▶ **WHAT YOU NEED TO DO**
In the entries that follow, say how many lines contain the string "white". Give no other words.

Stored items from a collection
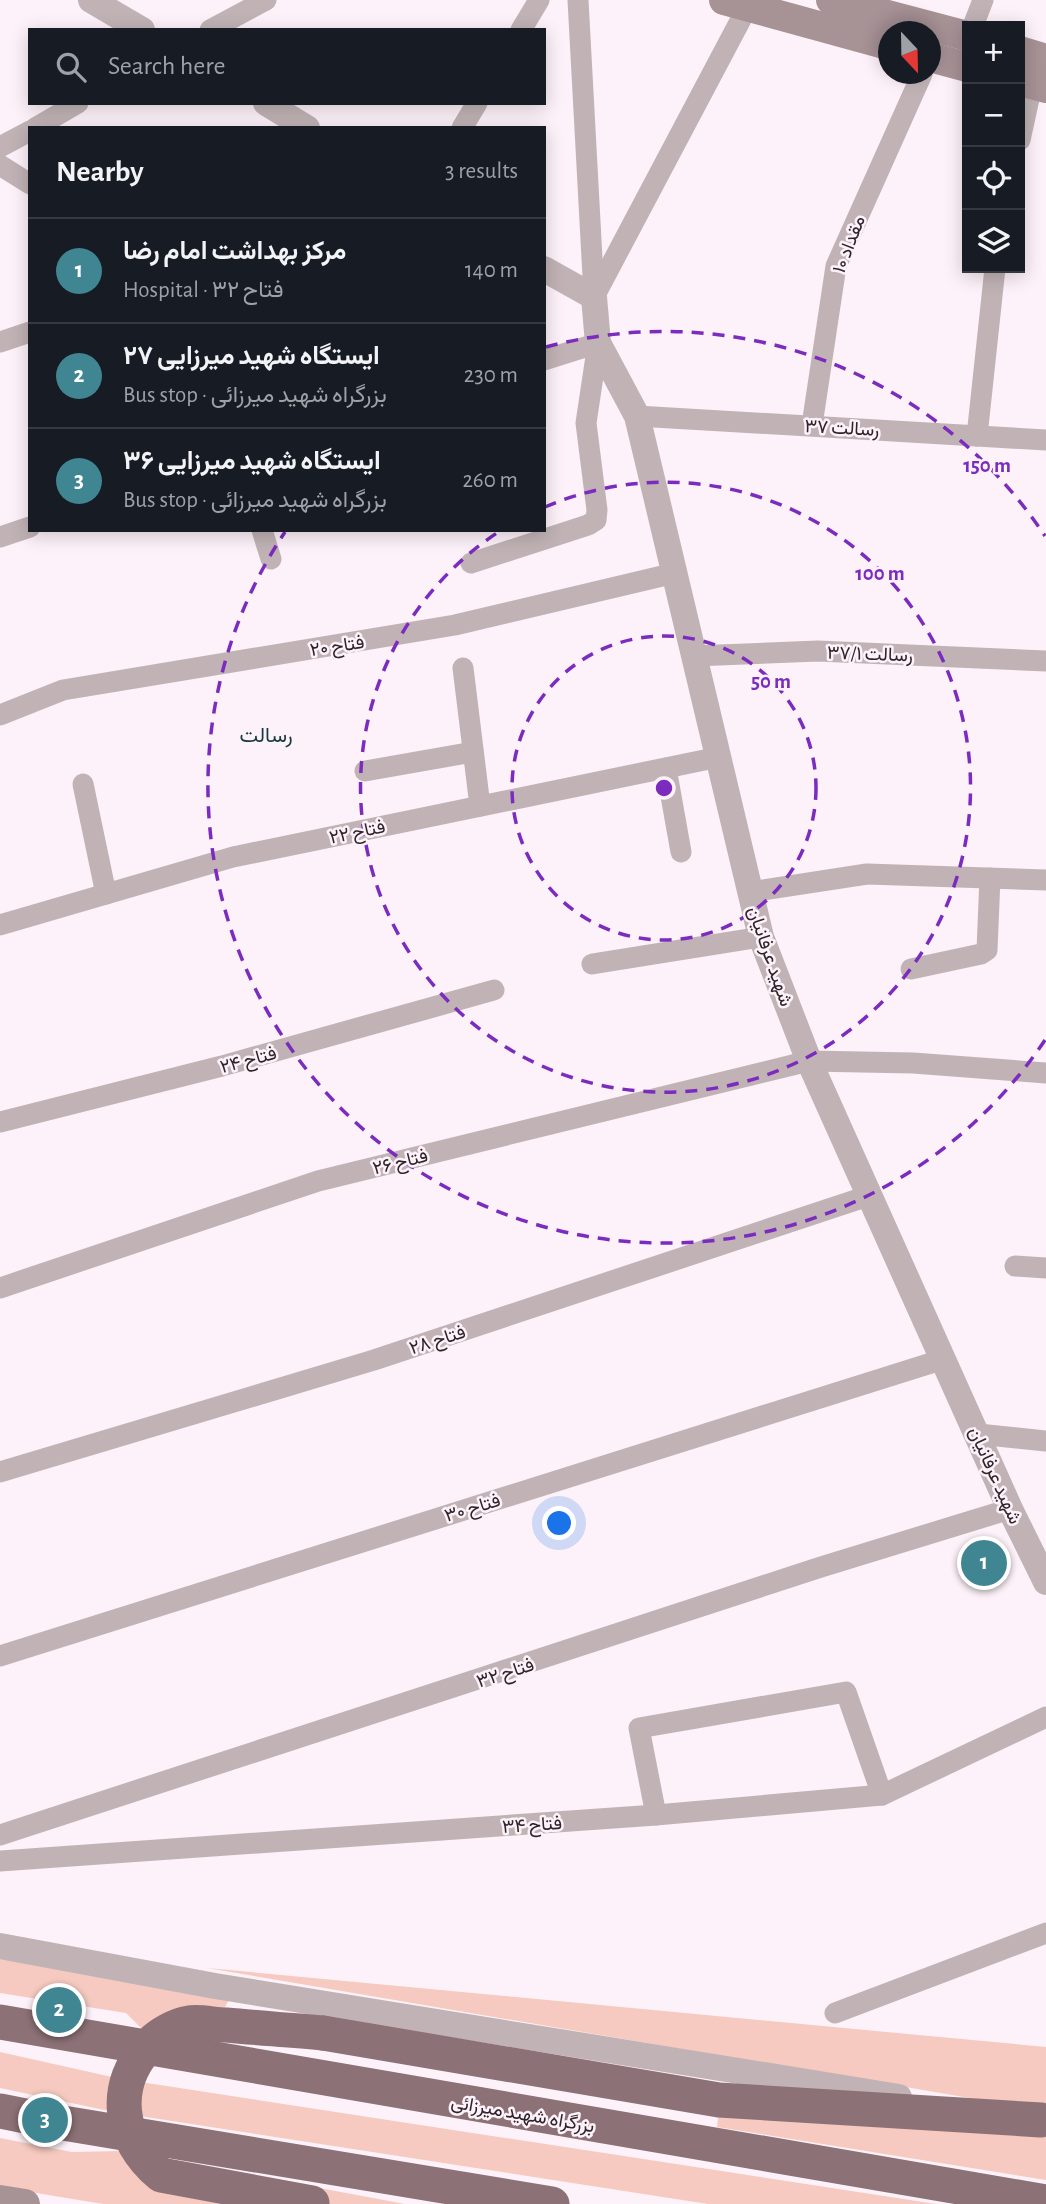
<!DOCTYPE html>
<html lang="en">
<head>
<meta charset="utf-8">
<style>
	body { margin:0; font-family:"Alegreya Sans",Vazirmatn,sans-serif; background:#242831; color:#f1f3f6 }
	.controls { position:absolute; right:21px; top:21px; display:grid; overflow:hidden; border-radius:0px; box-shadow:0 4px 18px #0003 }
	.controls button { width:63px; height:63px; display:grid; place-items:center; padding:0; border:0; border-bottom:2px solid #363941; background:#171b24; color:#f1f3f6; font:35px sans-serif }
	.compass { position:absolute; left:878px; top:21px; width:63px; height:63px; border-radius:50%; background:#171b24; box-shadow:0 4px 18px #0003; rotate:158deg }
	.you { position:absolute; left:560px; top:1524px; width:24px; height:24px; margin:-18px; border:5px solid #fff; border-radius:50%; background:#1a73e8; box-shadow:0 0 0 10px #1a73e833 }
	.badge { display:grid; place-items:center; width:46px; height:46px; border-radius:50%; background:#408592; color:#fff; font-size:23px; font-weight:700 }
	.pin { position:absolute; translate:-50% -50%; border:4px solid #fff; box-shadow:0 2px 7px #0006 }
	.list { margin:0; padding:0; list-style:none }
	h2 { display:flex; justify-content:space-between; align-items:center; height:91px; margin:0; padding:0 28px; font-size:30px }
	h2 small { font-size:23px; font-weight:400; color:#9ea1a6 }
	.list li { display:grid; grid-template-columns:46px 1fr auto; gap:21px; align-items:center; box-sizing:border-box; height:105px; padding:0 28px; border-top:2px solid #363941 }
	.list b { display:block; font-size:26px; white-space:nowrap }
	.list p { margin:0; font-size:23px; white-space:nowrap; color:#9ea1a6 }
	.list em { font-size:23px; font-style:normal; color:#9ea1a6 }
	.icon { flex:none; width:38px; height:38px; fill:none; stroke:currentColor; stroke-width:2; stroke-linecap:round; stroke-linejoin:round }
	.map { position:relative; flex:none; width:1046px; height:2204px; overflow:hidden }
	.search { position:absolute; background:#171b24; box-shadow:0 4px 18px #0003; left:28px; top:28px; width:518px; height:77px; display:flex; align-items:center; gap:18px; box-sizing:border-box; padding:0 24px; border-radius:0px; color:#9ea1a6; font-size:26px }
	.panel { position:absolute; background:#171b24; box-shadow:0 4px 18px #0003; left:28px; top:126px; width:518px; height:406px; border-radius:0px }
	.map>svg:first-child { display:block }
	.green { fill:#f6cac0 }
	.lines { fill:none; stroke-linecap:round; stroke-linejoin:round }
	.minor { stroke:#c1b3b5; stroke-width:21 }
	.tertiary { stroke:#c1b3b5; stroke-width:26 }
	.secondary { stroke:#a79296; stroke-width:30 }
	.trunk { stroke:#8c7176; stroke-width:35 }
	.trunk-bridge { stroke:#8c7176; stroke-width:35 }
	.ring { fill:none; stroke:#7b2cbf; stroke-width:3.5; stroke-dasharray:12 9 }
	.labels { text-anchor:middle; stroke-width:5; stroke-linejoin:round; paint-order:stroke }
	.street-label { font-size:19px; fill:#2e242a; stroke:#fdf2f9 }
	.neighbourhood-label { font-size:21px; fill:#17383f; stroke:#fdf2f9 }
	.centre { fill:#7b2cbf; stroke:#fdf2f9; stroke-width:3.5 }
	.ring-label { font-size:21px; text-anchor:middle; font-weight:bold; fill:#7b2cbf; stroke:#fdf2f9; stroke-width:5; stroke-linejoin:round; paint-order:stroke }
</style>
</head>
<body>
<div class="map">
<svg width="1046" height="2204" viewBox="0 0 1046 2204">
	<rect width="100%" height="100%" fill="#fdf2f9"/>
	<g class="green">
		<path d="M0,1959L230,1997L208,2043L145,2032L126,2013L0,1993Z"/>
		<path d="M207,1968L1046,2047V2111Z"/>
		<path d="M0,2052L121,2079L936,2204H708L114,2112L0,2088Z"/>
		<path d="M719,2110L1046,2135V2180L717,2127Z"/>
		<path d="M0,2138L72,2152L122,2151L405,2204H103L0,2187Z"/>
	</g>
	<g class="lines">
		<g class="minor">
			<path d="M578,0L594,295"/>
			<path d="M973,26L983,0"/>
			<path d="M210,30L266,0"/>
			<path d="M521,30L539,0"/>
			<path d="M35,128L78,103"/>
			<path d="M462,128L477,103"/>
			<path d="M1020,140L1032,85"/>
			<path d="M0,147L30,131"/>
			<path d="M0,165L30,184"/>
			<path d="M594,297L748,6"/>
			<path d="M0,342L30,332"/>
			<path d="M637,416L1046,440"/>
			<path d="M812,425L836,266L922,74"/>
			<path d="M977,436L995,268"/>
			<path d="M262,530L271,559"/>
			<path d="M0,537L30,527"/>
			<path d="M471,563L588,525L596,520L597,510L586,423L598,343L544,360"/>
			<path d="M693,656L818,651L1046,661"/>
			<path d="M463,668L480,806"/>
			<path d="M0,715L63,690L455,625L675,573"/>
			<path d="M666,768L681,852"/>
			<path d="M365,771L473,752"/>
			<path d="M83,784L106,894"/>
			<path d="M750,892L867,874L1046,880"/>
			<path d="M0,925L233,857L719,757"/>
			<path d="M592,964L761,937"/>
			<path d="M911,969L981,954L987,950L990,878"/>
			<path d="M0,1122L222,1066L494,990"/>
			<path d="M1015,1266L1046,1268"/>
			<path d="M0,1288L318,1181L809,1061L913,1063L1046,1073"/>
			<path d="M978,1434L1046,1441"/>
			<path d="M0,1472L374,1360L871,1195"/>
			<path d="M0,1656L944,1359"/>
			<path d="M656,1815L639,1728L846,1692L882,1795"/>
			<path d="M0,1835L821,1567L1010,1509"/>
			<path d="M0,1861L656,1815L882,1795L1046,1717"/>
			<path d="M835,2013L1046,1933"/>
		</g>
		<g class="tertiary">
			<path d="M91,0L142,30"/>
			<path d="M266,103L307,128"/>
			<path d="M544,269L594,297L598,343L637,416L761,937L809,1061L1010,1509L1046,1582"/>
			<path d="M0,1946L215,1986L899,2097"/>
		</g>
		<g class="secondary">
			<path d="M724,0L888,45"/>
			<path d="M831,0L967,36"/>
			<path d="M1020,51L1046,59"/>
			<path d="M930,57L967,67"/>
			<path d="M1020,81L1046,88"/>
			<path d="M0,2200L25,2204"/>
		</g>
		<g class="trunk">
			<path d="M0,2022L1046,2202"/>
			<path d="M323,2033L719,2100L1041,2120"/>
			<path d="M0,2111L45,2120L552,2204"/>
		</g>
		<path class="trunk-bridge" d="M312,2203L161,2175C118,2140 110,2084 151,2043C160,2034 176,2025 189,2023C200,2021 215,2025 226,2025C259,2028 291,2030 323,2033"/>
	</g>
	<g class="ring">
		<circle cx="664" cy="788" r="152"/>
		<path d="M545 507A305 305 0 1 1 500 531"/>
		<path d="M1045 1040A457 457 0 1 1 285 532M546 347A457 457 0 0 1 1045 536"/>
	</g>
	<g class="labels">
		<g class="street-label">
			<text transform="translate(848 244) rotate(-69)" y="7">مقداد ۱۰</text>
			<text transform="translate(842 427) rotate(3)" y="7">رسالت ۳۷</text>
			<text transform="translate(337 645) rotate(-9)" y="7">فتاح ۲۰</text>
			<text transform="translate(870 653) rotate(2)" y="7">رسالت ۳۷/۱</text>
			<text transform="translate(357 831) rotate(-12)" y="7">فتاح ۲۲</text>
			<text transform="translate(771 956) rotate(71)" y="7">شهید عرفانیان</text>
			<text transform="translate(248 1059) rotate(-15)" y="7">فتاح ۲۴</text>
			<text transform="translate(400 1161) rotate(-14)" y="7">فتاح ۲۶</text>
			<text transform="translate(437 1339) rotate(-18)" y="7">فتاح ۲۸</text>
			<text transform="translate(996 1475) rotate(66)" y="7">شهید عرفانیان</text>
			<text transform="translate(472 1507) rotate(-17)" y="7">فتاح ۳۰</text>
			<text transform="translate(505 1672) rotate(-18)" y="7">فتاح ۳۲</text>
			<text transform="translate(532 1824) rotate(-4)" y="7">فتاح ۳۴</text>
			<text transform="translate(523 2113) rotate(10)" y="7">بزرگراه شهید میرزائی</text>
		</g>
		<g class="neighbourhood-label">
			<text x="266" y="742">رسالت</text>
		</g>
	</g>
	<circle cx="664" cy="788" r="10" class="centre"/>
	<g class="ring-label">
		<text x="987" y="472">150 m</text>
		<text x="880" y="580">100 m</text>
		<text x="771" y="688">50 m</text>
	</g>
</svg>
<div class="controls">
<button>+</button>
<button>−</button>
<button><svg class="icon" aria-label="locate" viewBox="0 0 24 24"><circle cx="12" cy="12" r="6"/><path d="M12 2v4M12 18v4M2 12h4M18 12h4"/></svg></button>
<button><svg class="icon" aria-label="layers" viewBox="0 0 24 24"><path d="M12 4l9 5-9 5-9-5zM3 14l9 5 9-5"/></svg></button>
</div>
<svg class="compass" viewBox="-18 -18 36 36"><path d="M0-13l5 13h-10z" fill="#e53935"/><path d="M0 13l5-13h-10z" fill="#9ea1a6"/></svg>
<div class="you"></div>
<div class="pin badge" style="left:984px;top:1563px">1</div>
<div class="pin badge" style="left:59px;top:2010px">2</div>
<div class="pin badge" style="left:45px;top:2120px">3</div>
<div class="search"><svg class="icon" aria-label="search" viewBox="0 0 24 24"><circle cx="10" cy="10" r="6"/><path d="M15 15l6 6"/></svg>Search here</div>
<section class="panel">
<h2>Nearby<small>3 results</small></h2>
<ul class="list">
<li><span class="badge">1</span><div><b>مرکز بهداشت امام رضا</b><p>Hospital · فتاح ۳۲</p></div><em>140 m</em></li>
<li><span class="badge">2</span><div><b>ایستگاه شهید میرزایی ۲۷</b><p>Bus stop · بزرگراه شهید میرزائی</p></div><em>230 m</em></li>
<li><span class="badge">3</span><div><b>ایستگاه شهید میرزایی ۳۶</b><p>Bus stop · بزرگراه شهید میرزائی</p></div><em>260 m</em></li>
</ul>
</section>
</div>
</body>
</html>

▶ **ANSWER SPACE**
2